How this skill works

Use the import endpoint to create a new project and upload publicly accessible media (supports multitrack definitions). Send a single natural-language prompt to the agent endpoint to apply edits like removing filler words, adding Studio Sound, or creating highlights. Poll the job endpoint to monitor progress and inspect result metadata such as created compositions, media status, and agent_response.

When to use it

Automating podcast or interview imports and rough edits from hosted recordings
Batch-creating new Descript projects from presigned S3/GCS links or public file URLs
Applying consistent, repeatable edits (filler removal, audio enhancement) across episodes
Generating highlight reels or bulk captioning without manual app interaction
Integrating Descript actions into CI/CD or content pipelines

Best practices

Provide fully signed or publicly accessible URLs that support HTTP Range requests and last 12–48 hours
Frame agent instructions as one-shot prompts containing all required details—no multi-turn editing
Poll job status and handle partial/error outcomes; check media_status per file
Use short, explicit prompts for timestamps or structural cuts to reduce ambiguity
Expect limitations: cannot import into existing projects, some visual ops may fail, and word-level edits are limited

Example use cases

Ingest a raw remote recording, create a multitrack project, then remove filler words and add Studio Sound automatically
Generate a 30-second highlight reel from a recorded webinar using a single agent prompt
Batch create projects from presigned S3 links and kick off transcription for a content backlog
Apply captions and export project links after automated edits complete, with webhook notification

FAQ

Do media URLs need special properties?

Yes.
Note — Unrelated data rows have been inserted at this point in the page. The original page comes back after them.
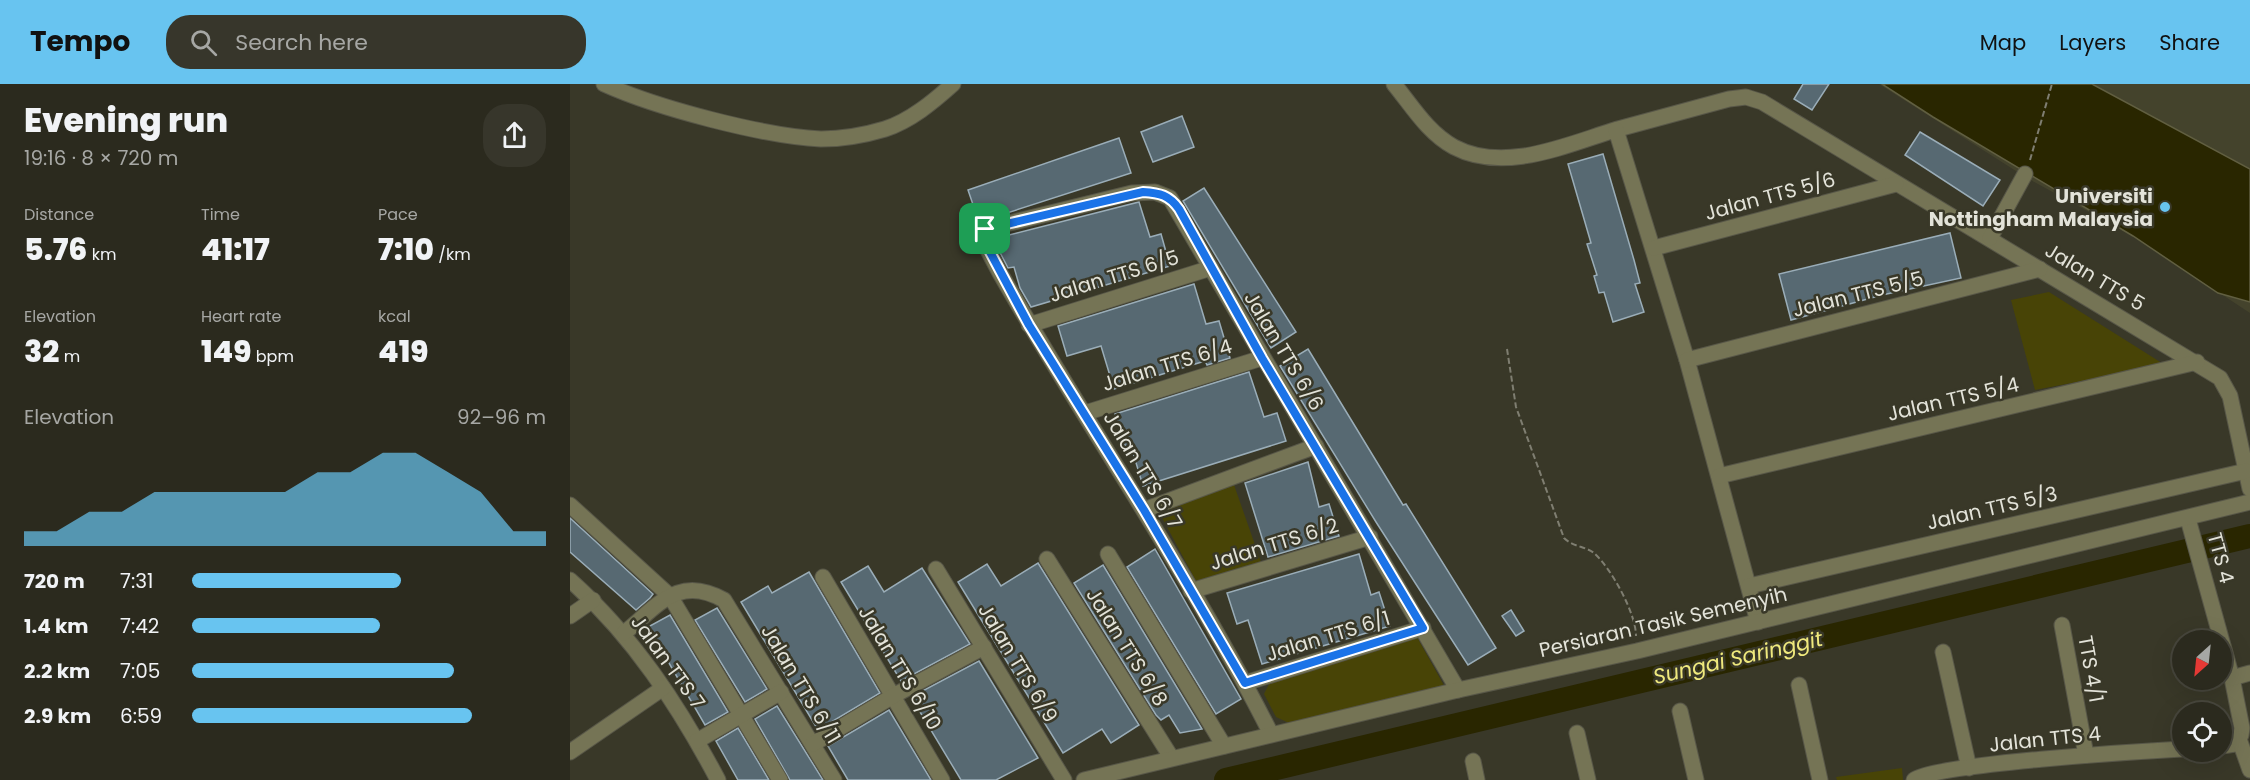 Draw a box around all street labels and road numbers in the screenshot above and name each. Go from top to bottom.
street label: Jalan TTS 5/6 [1702,165,1838,227]
street label: Jalan TTS 5 [2040,236,2150,318]
street label: Jalan TTS 6/5 [1046,243,1182,309]
street label: Jalan TTS 5/5 [1790,264,1926,324]
street label: Jalan TTS 6/6 [1237,286,1331,416]
street label: Jalan TTS 6/4 [1099,332,1235,398]
street label: Jalan TTS 5/4 [1885,370,2021,428]
street label: Jalan TTS 6/7 [1097,406,1189,534]
street label: Jalan TTS 5/3 [1924,479,2060,537]
street label: Jalan TTS 6/2 [1206,511,1342,577]
street label: TTS 4 [2201,530,2241,586]
street label: Persiaran Tasik Semenyih [1536,580,1790,664]
street label: Jalan TTS 6/8 [1080,583,1174,711]
street label: Jalan TTS 6/9 [971,598,1065,728]
street label: Jalan TTS 6/10 [852,601,948,735]
street label: Jalan TTS 6/1 [1263,604,1393,668]
street label: Jalan TTS 7 [624,609,712,715]
street label: Jalan TTS 6/11 [754,619,848,749]
street label: TTS 4/1 [2071,633,2111,705]
street label: Jalan TTS 4 [1988,719,2102,759]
URLs must be publicly accessible or presigned and support HTTP Range requests; sign URLs for 12–48 hours to avoid expiration during processing.

Can I edit an existing project?

Not yet. The import endpoint always creates a new project; importing into existing projects is currently unsupported.

Can the agent accept multi-step conversational edits?

No. Underlord accepts one-shot natural-language prompts only; include all required instructions in the single request.